Y luego, odiando aquel silencio que les rodeaba, añadió:

– Por favor, diga algo. Algo.

– Usted me ha llamado. He venido a escucharle.

– Esto va a ser muy breve, entonces, porque yo no tengo mucho que decirle… Creo que le he llamado para darle una oportunidad de…

No sabía de qué.

– ¿De que yo le diga lo que pienso? -preguntó Angulo.

– Sí, quizá sea eso.

– Si yo le insultara -dijo Angulo, con voz pausada -, ¿consideraría que la deuda está saldada?

– No. Me gustaría saber que no existe ninguna deuda.

Suspiró. Luego añadió:

– Me desazona esa fe que usted tiene en las cosas, esa fe con la que ha obrado al matar al Presidente anterior. Por supuesto que existe una deuda. Usted se ha llevado la peor parte de todo.

Angulo dijo:

– Yo ya no tengo fe en casi nada. -Resultaba increíble que hubiera adelgazado de aquella manera, que su mismo cuerpo pareciera querer acercarse sólo a la muerte. Era como si el final le surgiera desde dentro-. Pero sé que Salvano volverá algún día.

Leonardo sonrió con tristeza.

– No debía haber dicho eso.

– Sí, sé que volverá. Tiene que ser así. Yo no he podido conseguirlo, ahora, pero tampoco usted lo podrá impedir. Salvano llegará algún día, porque este pueblo le necesita. Yo siento dentro de mí como si fuera inútil tratar de impedir su regreso al Poder.

– Eso que me ha dicho ¿es como una maldición? -preguntó Leonardo.

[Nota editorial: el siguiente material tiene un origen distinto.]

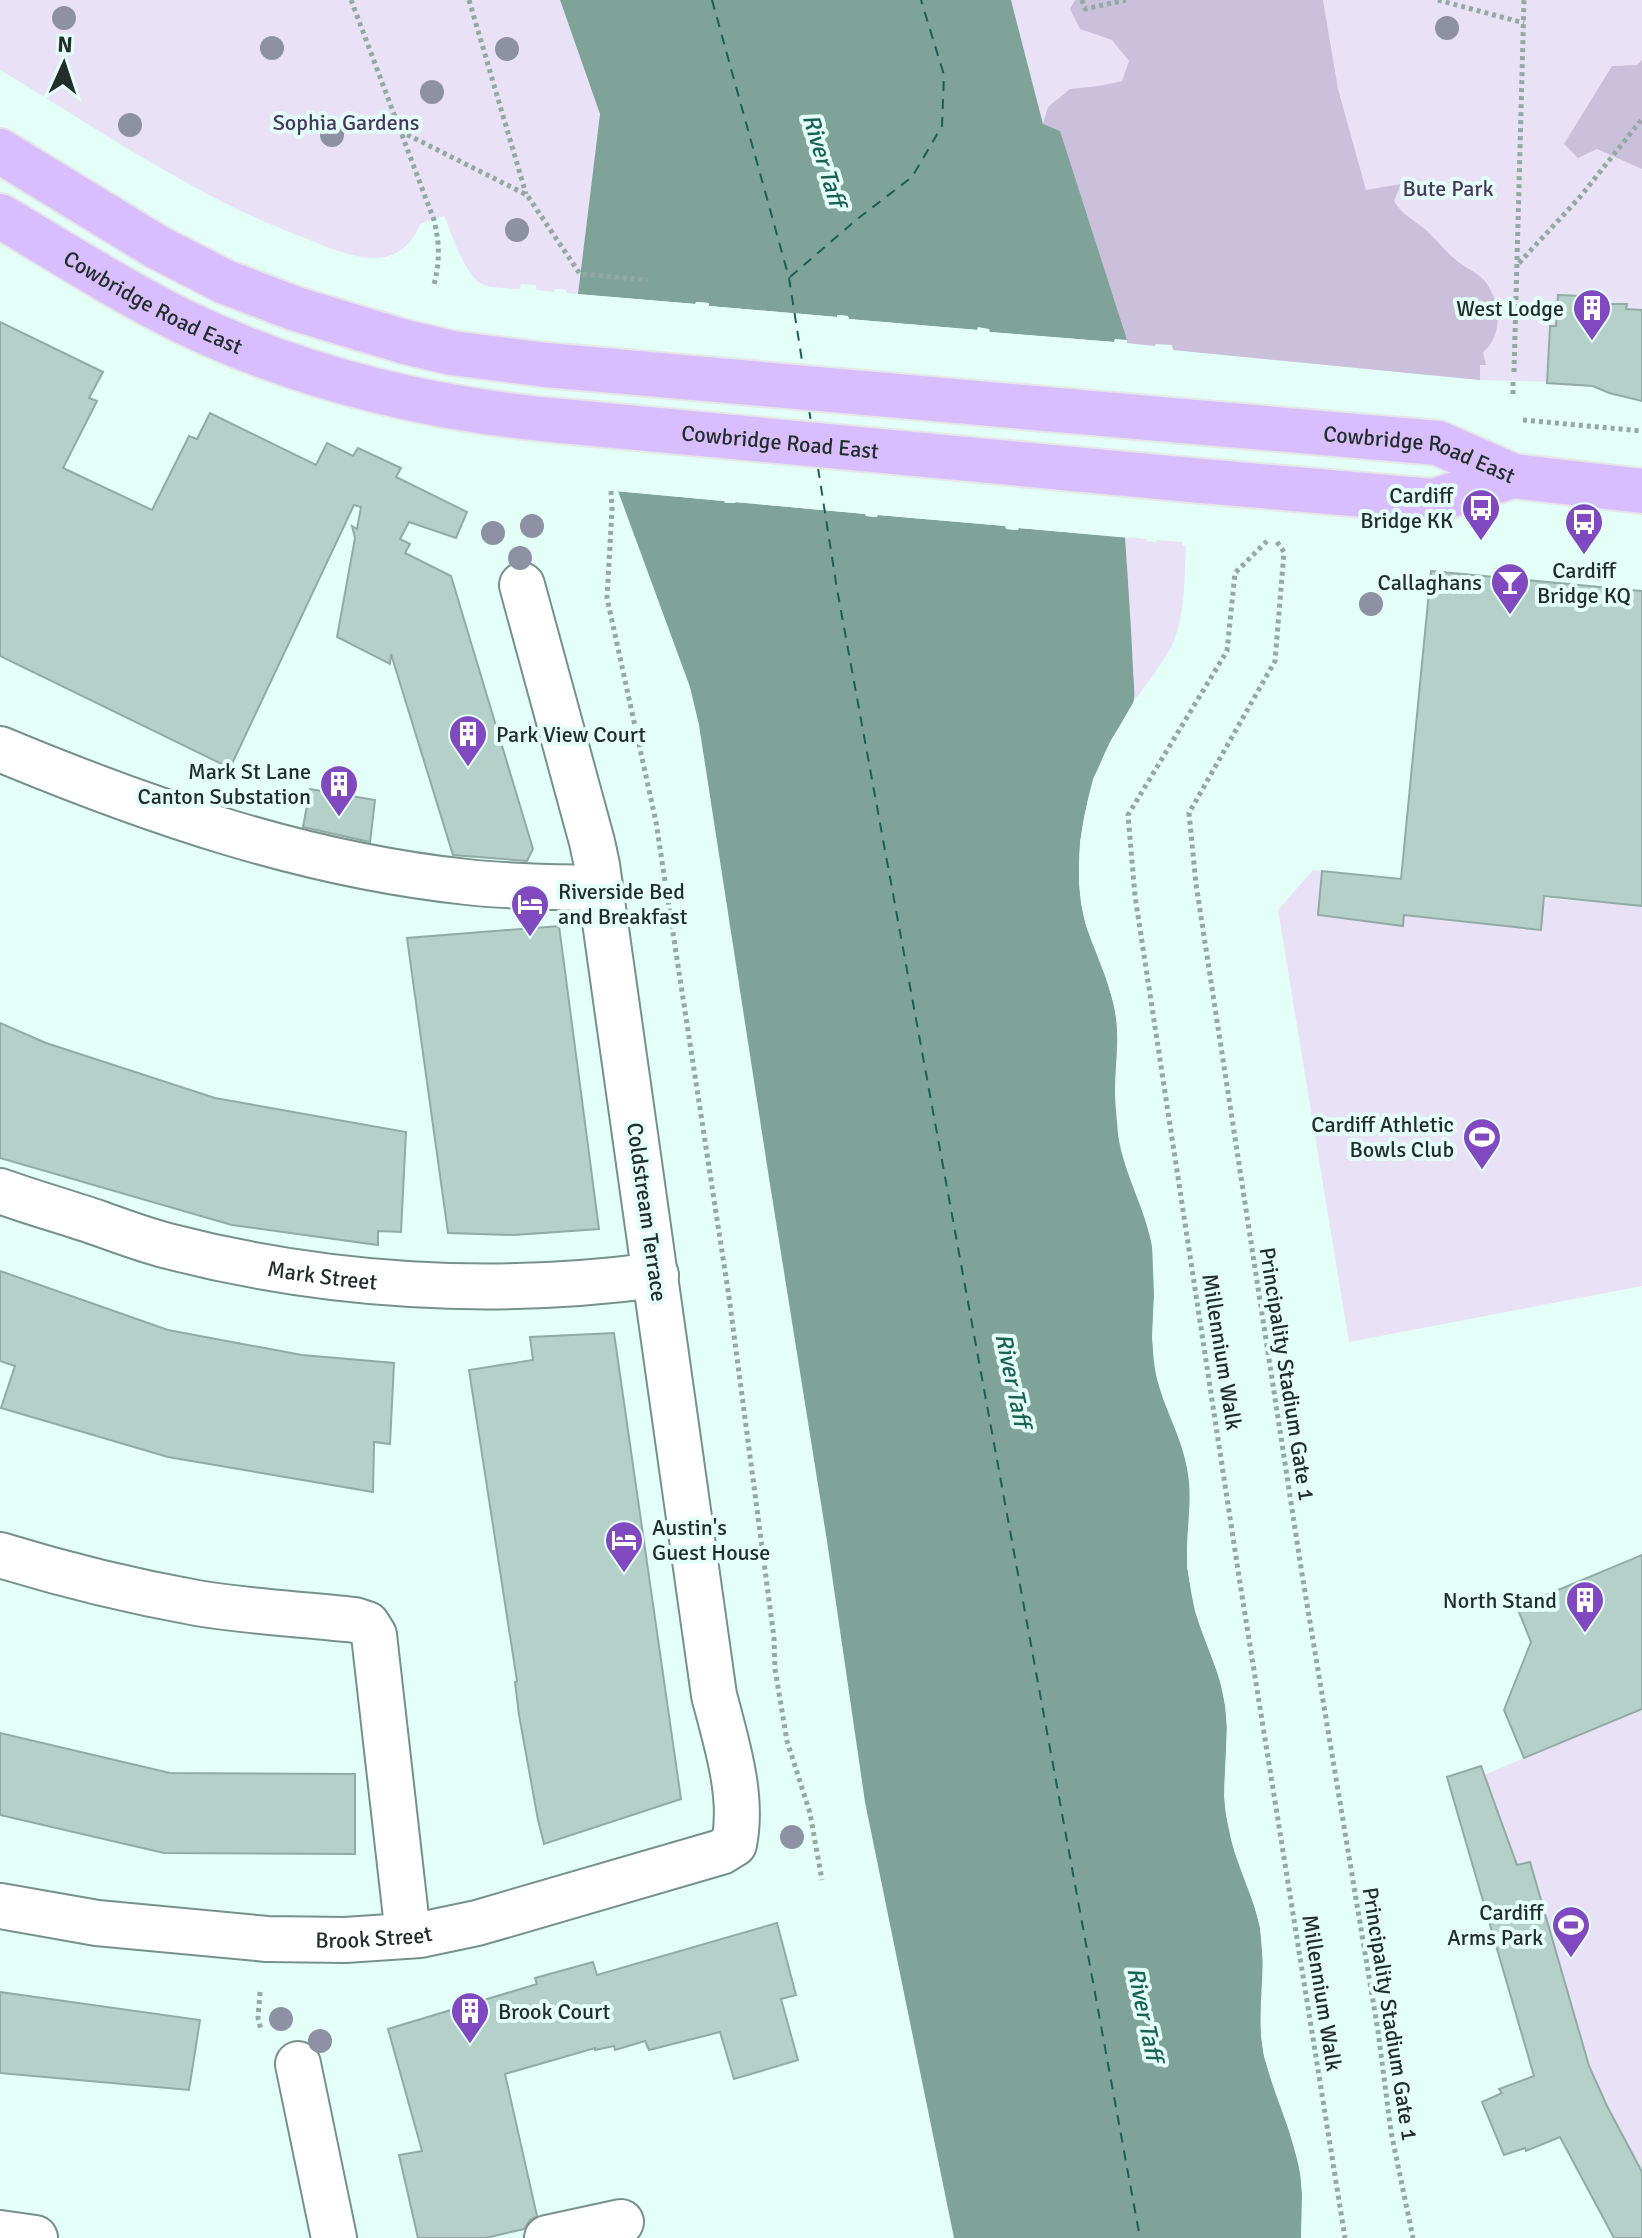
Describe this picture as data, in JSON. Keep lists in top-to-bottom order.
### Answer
{
  "streets": {
    "main road": ["Cowbridge Road East"],
    "street": ["Coldstream Terrace", "Mark Street", "Brook Street"],
    "path": ["Millennium Walk", "Principality Stadium Gate 1"]
  },
  "crossings": [
    ["Coldstream Terrace", "Mark Street"],
    ["Coldstream Terrace", "Brook Street"],
    ["Millennium Walk", "Principality Stadium Gate 1"]
  ],
  "water": ["River Taff"],
  "parks": ["Sophia Gardens", "Bute Park"],
  "places": {
    "building": [
      "West Lodge",
      "Park View Court",
      "Mark St Lane Canton Substation",
      "North Stand",
      "Brook Court"
    ],
    "bus stop": ["Cardiff Bridge KK", "Cardiff Bridge KQ"],
    "bar": ["Callaghans"],
    "hotel": ["Riverside Bed and Breakfast", "Austin's Guest House"],
    "sports": ["Cardiff Athletic Bowls Club", "Cardiff Arms Park"]
  },
  "north": "top"
}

Trató de sonreír, dolorosamente.

– Es como una esperanza. No para mí, desde luego. Los hombres de este país no han perdido la fe en Salvano. Y en usted, sí. Usted es una continuación del hombre anterior. Yo creí que matando al Presidente se acabaría el mal, pero me he equivocado. El mal no se escondía en un solo cuerpo. Es como una enfermedad que…

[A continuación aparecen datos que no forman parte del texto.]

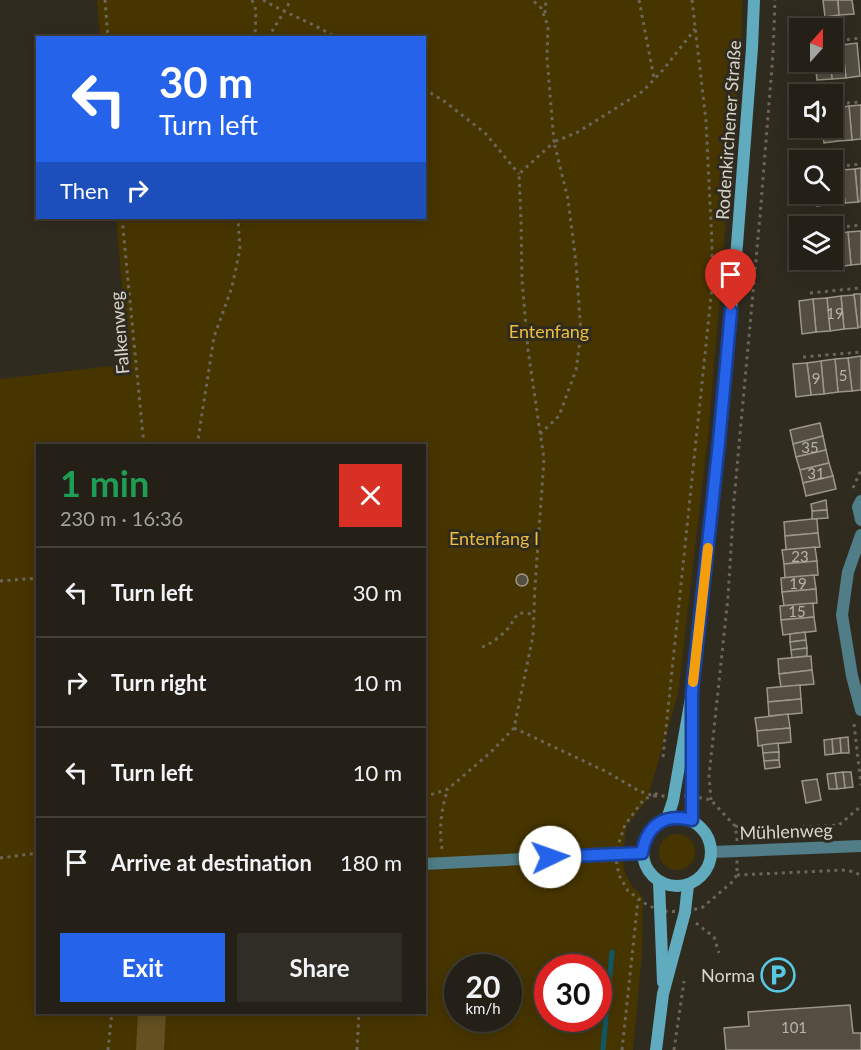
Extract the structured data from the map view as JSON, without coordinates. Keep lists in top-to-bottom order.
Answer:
{
  "streets": {
    "main road": ["Rodenkirchener Straße"],
    "street": ["Mühlenweg"],
    "path": ["Falkenweg"]
  },
  "crossings": [
    ["Rodenkirchener Straße", "Mühlenweg"]
  ],
  "parks": ["Entenfang", "Entenfang I"],
  "places": {
    "parking": ["Norma"]
  },
  "house_numbers": [
    "19",
    "5",
    "9",
    "35",
    "31",
    "23",
    "19",
    "15",
    "101"
  ],
  "north": "top",
  "page": {
    "turn": ["30 m", "Turn left"],
    "then": "Then",
    "heading": ["1 min", "230 m · 16:36"],
    "list": [
      {
        "name": "Turn left",
        "value": "30 m"
      },
      {
        "name": "Turn right",
        "value": "10 m"
      },
      {
        "name": "Turn left",
        "value": "10 m"
      },
      {
        "name": "Arrive at destination",
        "value": "180 m"
      }
    ],
    "buttons": ["Exit", "Share"],
    "speed": "20 km/h",
    "limit": "30"
  }
}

Leonardo cerró los ojos, como si la cabeza le doliera de forma irresistible.

– Yo puedo ser Salvano -dijo, deseando oír algo que no le resultara doloroso-. ¿Qué diferencia existe entre él y yo?

– Salvano es un hombre bueno.

– Me gustaría -dijo Leonardo- que no se vengara de esa manera.

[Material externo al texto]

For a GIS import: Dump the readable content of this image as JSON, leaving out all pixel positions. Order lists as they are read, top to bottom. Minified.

Suspiró. Ignoraba las razones que le habían llevado a provocar aquella entrevista. Ahora, todo resultaba deslucido y doloroso.

– Quisiera ayudarle -dijo. Sabía que, en aquel momento, era absolutamente sincero-. Pero no puedo. Su muerte es…

– Pero yo no deseo que me ayude -interrumpió Angulo, nerviosamente-. No se lo estoy pidiendo. Sería un error que yo siguiera viviendo; no sabría qué hacer con mis días… Y, sin embargo, tengo miedo de la muerte. No me importa reconocerlo. Pero si yo continuara viviendo, mi imaginación me enloquecería. Acabaría pensando que el Presidente anterior era bueno y noble… Tengo poca fuerza de voluntad y una idea desfigurada de las cosas. La muerte me quitará todo el tiempo que tengo para pensar. Porque llegaría a imaginar que yo le había encumbrado a usted, y llegaría hasta a pensar que era responsable de todas sus acciones y…

Leonardo palideció un poco, y trató de hacer un gesto festivo.

– "Acciones…" -repitió-. ¿Por qué no puedo yo ser como Salvano?

– Ha empezado mal -dijo Angulo, sin rencor.

– Sí -convino Leonardo-. He empezado muy mal. Pero todo puede cambiar. Todo puede cambiar. Sé que usted me desprecia, que…

– Yo no le desprecio -dijo Angulo, con voz pausada-. Soy demasiado egoísta: sólo pienso en mi propia muerte. Pero eso le ocurre a cualquiera que va a ser ejecutado.

Mucho más tarde, por la noche, cuando comenzaba a acostarse, Leonardo revivió mentalmente aquella conversación. Estaba descalzo, sobre una alfombra vieja menos mullida que la de su despacho. Se quedó completamente inmóvil, con la mirada perdida en un rincón de la habitación, con los brazos detenidos, en el aire, con la camisa a medio quitar. Quedó así durante casi un minuto, totalmente quieto.

Pero luego, de pronto, tuvo un estremecimiento de frío y se metió rápidamente en la cama. Oyó que un reloj de la casa -un reloj que todavía no conocía-, daba las doce de la noche. Entonces, casi sin transición, se durmió.